A project! Was it chemo that gave me psychedelic visions or was it just my creative side that was bubbling to the surface? Either way, going through all this treatment made me see my body in quite a lot of different ways. Incredibly complex and strong, beautiful but treacherous. Tough and fragile, all at the same time. I could see it as a canvas – which gave me so many ideas to paint. This led to the idea of a calendar. Body painting is not an easy art to master, and so I found the wonderful Carolyn Roper, body-painter extraordinaire, who agreed to help out. I found sponsors, locations, photographers and a printer. As well as myself, I found another eleven willing models to be painted, all people who had had cancer of one type or another. I am grateful to all of them still. I can’t summarise it all in one paragraph, but in reality I spent most of my sleepless nights pondering about it. The project gave me excitement, distraction and a massive aim. Overall it has raised over £25,000 for Cancer Research UK.
What advice would you give your past self?
Find something that intrigues you or inspires you and follow it. It will motivate you, distract and give you enjoyment.
My trickiest times were two weeks after chemo. I made sure I had audio books to listen to, happy, fluffy books, that you can follow without too much effort.
Do you have an inspirational story to share with other ladies?
A cancer diagnosis and treatment made me feel like a pummelling bag. But time passes and therapies finish. I once read that we all have two lives; the second one starts when you realise you’ve only got one. I’m into my second life now and I must admit it is brighter and I get more out of things. I do lots of things I was once only thinking of – and I love it!
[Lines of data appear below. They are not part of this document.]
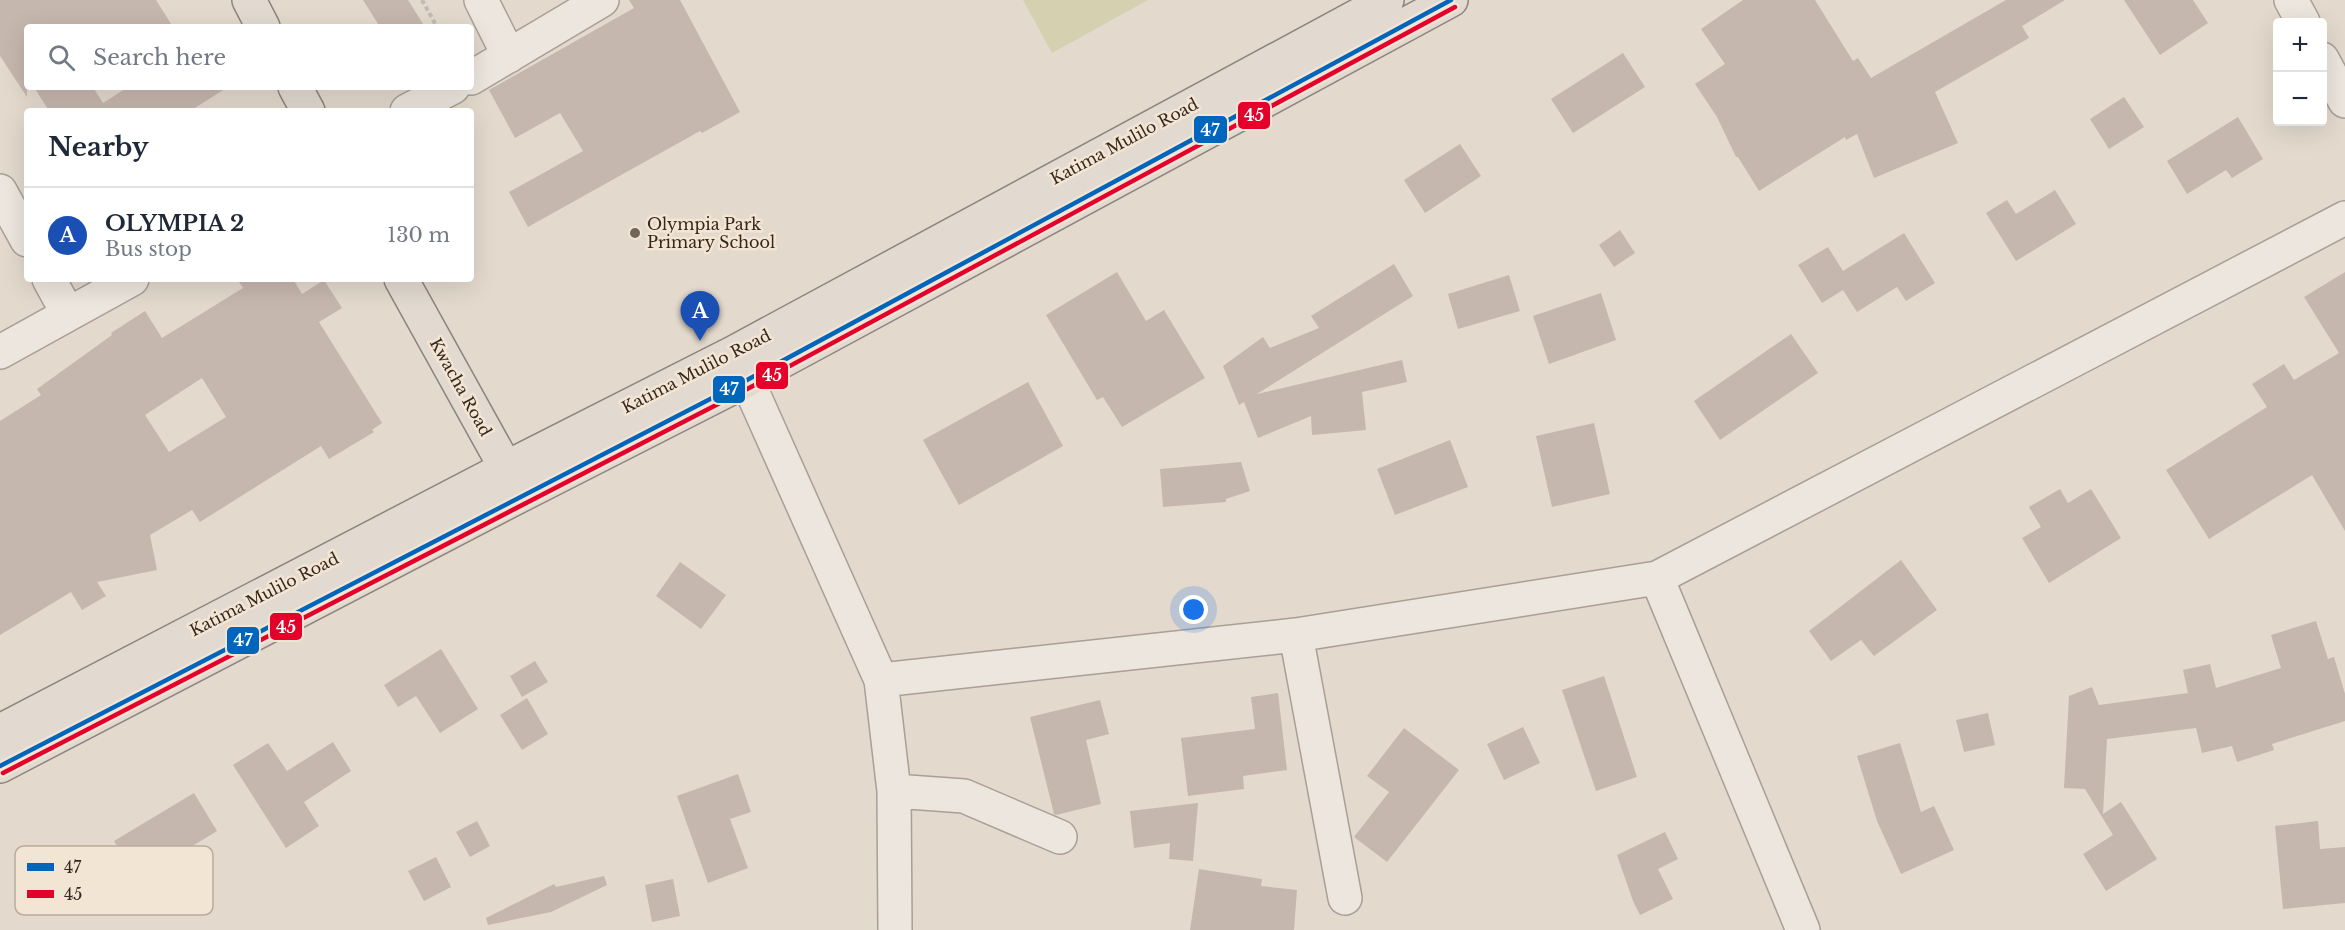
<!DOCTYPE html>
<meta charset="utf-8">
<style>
:root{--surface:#fff;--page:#f6f6f7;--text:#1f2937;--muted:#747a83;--line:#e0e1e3;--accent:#73655c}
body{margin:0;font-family:"Libre Baskerville",serif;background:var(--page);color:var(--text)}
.controls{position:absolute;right:18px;top:18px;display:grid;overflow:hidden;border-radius:6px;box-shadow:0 6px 24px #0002}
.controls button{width:54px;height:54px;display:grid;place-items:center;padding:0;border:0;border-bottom:2px solid var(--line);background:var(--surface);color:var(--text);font:30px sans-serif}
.you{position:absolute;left:1194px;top:610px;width:21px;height:21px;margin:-15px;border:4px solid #fff;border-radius:50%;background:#1a73e8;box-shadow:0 0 0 9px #1a73e833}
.badge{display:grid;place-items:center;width:39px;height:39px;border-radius:50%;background:var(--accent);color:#fff;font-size:20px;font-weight:700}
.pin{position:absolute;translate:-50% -50px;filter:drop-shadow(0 2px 3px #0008)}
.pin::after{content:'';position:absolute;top:32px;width:21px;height:18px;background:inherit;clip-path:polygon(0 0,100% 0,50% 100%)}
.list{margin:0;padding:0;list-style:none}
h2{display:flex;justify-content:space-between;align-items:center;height:78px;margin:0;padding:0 24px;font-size:26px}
h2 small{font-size:20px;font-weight:400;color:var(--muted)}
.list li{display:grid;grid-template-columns:39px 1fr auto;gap:18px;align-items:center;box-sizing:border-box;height:96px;padding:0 24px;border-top:2px solid var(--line)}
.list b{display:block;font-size:22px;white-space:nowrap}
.list p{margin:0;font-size:20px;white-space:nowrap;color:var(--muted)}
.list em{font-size:20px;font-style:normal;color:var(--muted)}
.icon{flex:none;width:33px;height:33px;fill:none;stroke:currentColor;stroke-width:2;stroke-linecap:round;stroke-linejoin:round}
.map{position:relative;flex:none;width:2345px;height:930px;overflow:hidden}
.search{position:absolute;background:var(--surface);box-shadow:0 6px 24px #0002;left:24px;top:24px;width:450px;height:66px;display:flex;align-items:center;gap:15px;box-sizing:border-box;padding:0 21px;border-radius:6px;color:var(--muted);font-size:22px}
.panel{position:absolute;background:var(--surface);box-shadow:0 6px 24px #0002;left:24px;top:108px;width:450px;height:174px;border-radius:6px}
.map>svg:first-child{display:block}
.green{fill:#d5d0b0}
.building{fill:#c6b7ae;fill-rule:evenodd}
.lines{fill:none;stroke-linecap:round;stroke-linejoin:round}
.minor-casing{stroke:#a89f96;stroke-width:36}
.major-casing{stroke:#8e847d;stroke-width:36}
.path{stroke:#c3bcb5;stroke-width:4;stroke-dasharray:4.5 3;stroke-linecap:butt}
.minor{stroke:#ece6de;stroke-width:33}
.major{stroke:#e2dad0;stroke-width:33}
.bus-1-casing{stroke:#f3e5d3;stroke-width:9}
.bus-2-casing{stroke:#f3e5d3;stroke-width:9}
.bus-1{stroke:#0065bd;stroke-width:4.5}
.bus-2{stroke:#e4002b;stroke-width:4.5}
.poi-dot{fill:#73655c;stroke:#f3e5d3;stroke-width:2}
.labels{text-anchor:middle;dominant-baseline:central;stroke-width:5;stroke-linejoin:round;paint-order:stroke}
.street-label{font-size:16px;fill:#36271f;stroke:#f3e5d3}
.poi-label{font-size:16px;fill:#36271f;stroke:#f3e5d3;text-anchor:start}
.key{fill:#f3e5d3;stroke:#baac9d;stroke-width:1.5}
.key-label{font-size:16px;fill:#36271f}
.line-badge{stroke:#f3e5d3;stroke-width:2}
.badge-label{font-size:16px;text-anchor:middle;font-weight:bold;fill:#fff}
</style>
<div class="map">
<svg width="2345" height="930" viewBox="0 0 2345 930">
<rect width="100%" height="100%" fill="#e3d9cd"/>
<path class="green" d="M 1023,0 L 1148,0 L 1052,53 Z"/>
<path class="building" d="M 0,0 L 156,0 L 173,27 L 27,27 L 27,97 L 0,56 Z
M 363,0 L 408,0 L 425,27 L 380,27 Z
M 629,0 L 680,0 L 740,112 L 702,133 L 700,131 L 528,227 L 509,192 L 583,151 L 560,113 L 515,138 L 489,90 L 634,8 Z
M 1743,0 L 1815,0 L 1853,61 L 1858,58 L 1871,78 L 2006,0 L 2065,0 L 2022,26 L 2029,38 L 1935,92 L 1958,143 L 1874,178 L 1857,134 L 1846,140 L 1845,137 L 1759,191 L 1738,157 L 1736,157 L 1717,117 L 1695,84 L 1725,64 L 1701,29 Z
M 2124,0 L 2193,0 L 2208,23 L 2160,55 Z
M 1623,53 L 1645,87 L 1573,133 L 1551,99 Z
M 34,87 L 93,87 L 103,103 L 128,87 L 228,87 L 190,111 L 49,111 Z
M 2124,97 L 2144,127 L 2109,149 L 2090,119 Z
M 2238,117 L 2263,159 L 2232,178 L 2226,170 L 2187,194 L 2167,161 Z
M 1460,144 L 1481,176 L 1425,213 L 1404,180 Z
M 2055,190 L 2076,224 L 2016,261 L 1986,213 L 2007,200 L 2016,214 Z
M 1620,230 L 1635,253 L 1614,267 L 1599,245 Z
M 1904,233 L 1935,283 L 1906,301 L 1897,287 L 1857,312 L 1843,290 L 1822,303 L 1798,265 L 1828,247 L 1843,271 Z
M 1394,264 L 1413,296 L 1257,394 L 1402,360 L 1407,382 L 1362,392 L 1366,430 L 1312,435 L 1311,416 L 1258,438 L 1244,402 L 1239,405 L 1223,366 L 1263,337 L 1270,348 L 1319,328 L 1311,316 Z
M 1117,272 L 1146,321 L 1164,310 L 1205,378 L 1122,427 L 1103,397 L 1097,400 L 1046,315 Z
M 2345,272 L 2345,531 L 2312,475 L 2209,539 L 2166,470 L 2267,407 L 2252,384 L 2284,364 L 2294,380 L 2339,353 L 2304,297 Z
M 1509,275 L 1520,311 L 1458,329 L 1448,294 Z
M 237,279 L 293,279 L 302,294 L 324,280 L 342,308 L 319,322 L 382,423 L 372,430 L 374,432 L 329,459 L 321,446 L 200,522 L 192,510 L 150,535 L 157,570 L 97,582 L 106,596 L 82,610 L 71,592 L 0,635 L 0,421 L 41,395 L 37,389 L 112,335 L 111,333 L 145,311 L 162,338 L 243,288 ZM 202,378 L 226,417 L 169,452 L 145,415 Z
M 1601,293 L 1616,340 L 1549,364 L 1533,316 Z
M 1791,334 L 1818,373 L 1720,440 L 1694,401 Z
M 1028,382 L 1063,446 L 959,505 L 923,440 Z
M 1594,423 L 1610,494 L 1552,507 L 1536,436 Z
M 1450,440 L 1468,487 L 1395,515 L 1377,469 Z
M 1241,462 L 1250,491 L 1226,499 L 1226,502 L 1163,507 L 1160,469 Z
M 2060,489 L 2068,503 L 2091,489 L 2121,538 L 2049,583 L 2022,538 L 2041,527 L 2029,507 Z
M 1901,560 L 1937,610 L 1874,656 L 1861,640 L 1831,661 L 1809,631 Z
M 680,562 L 726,595 L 701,629 L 656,596 Z
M 2316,621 L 2328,659 L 2334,657 L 2345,694 L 2345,721 L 2272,744 L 2274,750 L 2237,762 L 2232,746 L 2202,753 L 2196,728 L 2107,739 L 2103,814 L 2121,802 L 2157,859 L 2106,891 L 2083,854 L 2113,835 L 2085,789 L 2064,788 L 2069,696 L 2092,687 L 2099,705 L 2188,693 L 2183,670 L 2210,664 L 2216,688 L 2281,668 L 2271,635 Z
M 441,649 L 478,709 L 440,733 L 416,696 L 398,707 L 384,685 Z
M 535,661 L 548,682 L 522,697 L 510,676 Z
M 1604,676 L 1637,777 L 1596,791 L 1562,690 Z
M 1278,693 L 1287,770 L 1243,776 L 1244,789 L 1188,796 L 1181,738 L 1255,729 L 1251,697 Z
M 527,698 L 548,734 L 522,750 L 500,715 Z
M 1100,700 L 1109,734 L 1086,740 L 1101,804 L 1056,815 L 1054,814 L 1030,717 Z
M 1988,713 L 1995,745 L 1964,752 L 1956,720 Z
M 1523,727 L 1540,763 L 1504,780 L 1487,744 Z
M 1404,728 L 1459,770 L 1387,862 L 1354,837 L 1389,792 L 1367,776 Z
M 333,742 L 351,771 L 304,802 L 319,826 L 286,848 L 233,765 L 268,743 L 287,771 Z
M 1900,743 L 1921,812 L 1934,806 L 1954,850 L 1901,874 L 1877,821 L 1857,756 Z
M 738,774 L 751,812 L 730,819 L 748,868 L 708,883 L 677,796 Z
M 194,793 L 217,831 L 137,880 L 114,841 Z
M 1198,803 L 1193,861 L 1169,859 L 1170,843 L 1134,848 L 1130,811 Z
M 477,821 L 490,846 L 470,857 L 456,832 Z
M 2318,821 L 2320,849 L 2345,847 L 2345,903 L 2283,909 L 2275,826 Z
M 1665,832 L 1678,859 L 1658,869 L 1673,899 L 1640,915 L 1633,901 L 1617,855 Z
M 436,857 L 451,887 L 424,901 L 408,871 Z
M 1199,869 L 1262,879 L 1261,886 L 1297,890 L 1294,930 L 1190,930 Z
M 604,876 L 607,885 L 551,912 L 488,925 L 486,918 L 554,884 L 556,887 Z
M 673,879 L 680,916 L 652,922 L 645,885 Z"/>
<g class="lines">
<defs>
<path id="minor" d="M 481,0 L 509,56
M 2291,0 L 2303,22
M 2322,59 L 2345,101
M 471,78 L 602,0
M 407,111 L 453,87
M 0,191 L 27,240
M 49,279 L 68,314
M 0,352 L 132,279
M 734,355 L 747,380 L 881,680 L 894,791 L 895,930
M 1657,578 L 1803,930
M 1296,635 L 1345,898
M 881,680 L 1296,635 L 1657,578 L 2345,218
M 894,791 L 964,796 L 1060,837"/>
<path id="major" d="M 249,0 L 263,27
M 295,87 L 308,111
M 401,279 L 517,488
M 0,731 L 506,468 L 733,353 L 1387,0
M 0,766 L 521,495 L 747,380 L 1451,0"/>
</defs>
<use href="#minor" class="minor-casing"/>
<use href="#major" class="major-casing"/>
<path class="path" d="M 422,0 L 437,27"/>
<use href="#minor" class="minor"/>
<use href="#major" class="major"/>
<defs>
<path id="bus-1" d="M 0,766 L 747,380 L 1451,0"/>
<path id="bus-2" d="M 3,773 L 751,387 L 1455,7"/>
</defs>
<use href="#bus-1" class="bus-1-casing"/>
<use href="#bus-2" class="bus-2-casing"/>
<use href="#bus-1" class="bus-1"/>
<use href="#bus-2" class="bus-2"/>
</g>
<circle class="poi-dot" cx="635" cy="233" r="6"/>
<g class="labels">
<g class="street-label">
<text transform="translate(1124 141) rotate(-28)">Katima Mulilo Road</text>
<text transform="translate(696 371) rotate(-27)">Katima Mulilo Road</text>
<text transform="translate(461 387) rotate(61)">Kwacha Road</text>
<text transform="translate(264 594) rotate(-27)">Katima Mulilo Road</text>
</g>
<g class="poi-label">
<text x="647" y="224">Olympia Park<tspan x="647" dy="18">Primary School</tspan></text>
</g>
</g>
<rect x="15" y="846" width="198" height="69" rx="9" class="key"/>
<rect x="27" y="863" width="27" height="8" fill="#0065bd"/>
<rect x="27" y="890" width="27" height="8" fill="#e4002b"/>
<g class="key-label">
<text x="64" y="873">47</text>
<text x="64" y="900">45</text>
</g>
<g class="line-badge">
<rect x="1237" y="101" width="34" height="29" rx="6" fill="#e4002b"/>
<rect x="1193" y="115" width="35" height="29" rx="6" fill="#0065bd"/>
<rect x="755" y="361" width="34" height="29" rx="6" fill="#e4002b"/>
<rect x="712" y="375" width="34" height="29" rx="6" fill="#0065bd"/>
<rect x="269" y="612" width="34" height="29" rx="6" fill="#e4002b"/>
<rect x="226" y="626" width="34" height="29" rx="6" fill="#0065bd"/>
</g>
<g class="badge-label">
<text x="1254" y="121">45</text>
<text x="1210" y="136">47</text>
<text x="772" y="381">45</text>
<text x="729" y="395">47</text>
<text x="286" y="633">45</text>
<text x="243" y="646">47</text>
</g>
</svg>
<div class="controls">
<button>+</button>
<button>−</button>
</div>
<div class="you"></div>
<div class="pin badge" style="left:700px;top:341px;background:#1a4fb4">A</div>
<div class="search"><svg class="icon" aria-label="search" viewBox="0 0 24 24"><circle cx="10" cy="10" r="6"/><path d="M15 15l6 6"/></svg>Search here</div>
<section class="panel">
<h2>Nearby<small></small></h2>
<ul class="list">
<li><span class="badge" style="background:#1a4fb4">A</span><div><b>OLYMPIA 2</b><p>Bus stop</p></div><em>130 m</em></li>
</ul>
</section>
</div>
Do you have any post-surgery styling tips?
The mirror can be cruel, but using a bit of make-up and wearing flattering colours does help. Your reflection will look better, you will feel better and this really does lift the spirits.
Any advice for other ladies who have or had breast cancer?
It’s not a great diagnosis, but many women have gone through it before you, and there is now so much knowledge and expertise. Your consultant will have seen so many women before you – s/he will know what they are talking about. Don’t Google too much – it’s too scary and most of it is probably irrelevant. You cannot influence the past, but you can influence your future. Accept help when offered; it will support you and make the helper feel good, too. Find things that make you happy and positive and that give you energy; music, books, activities and friends.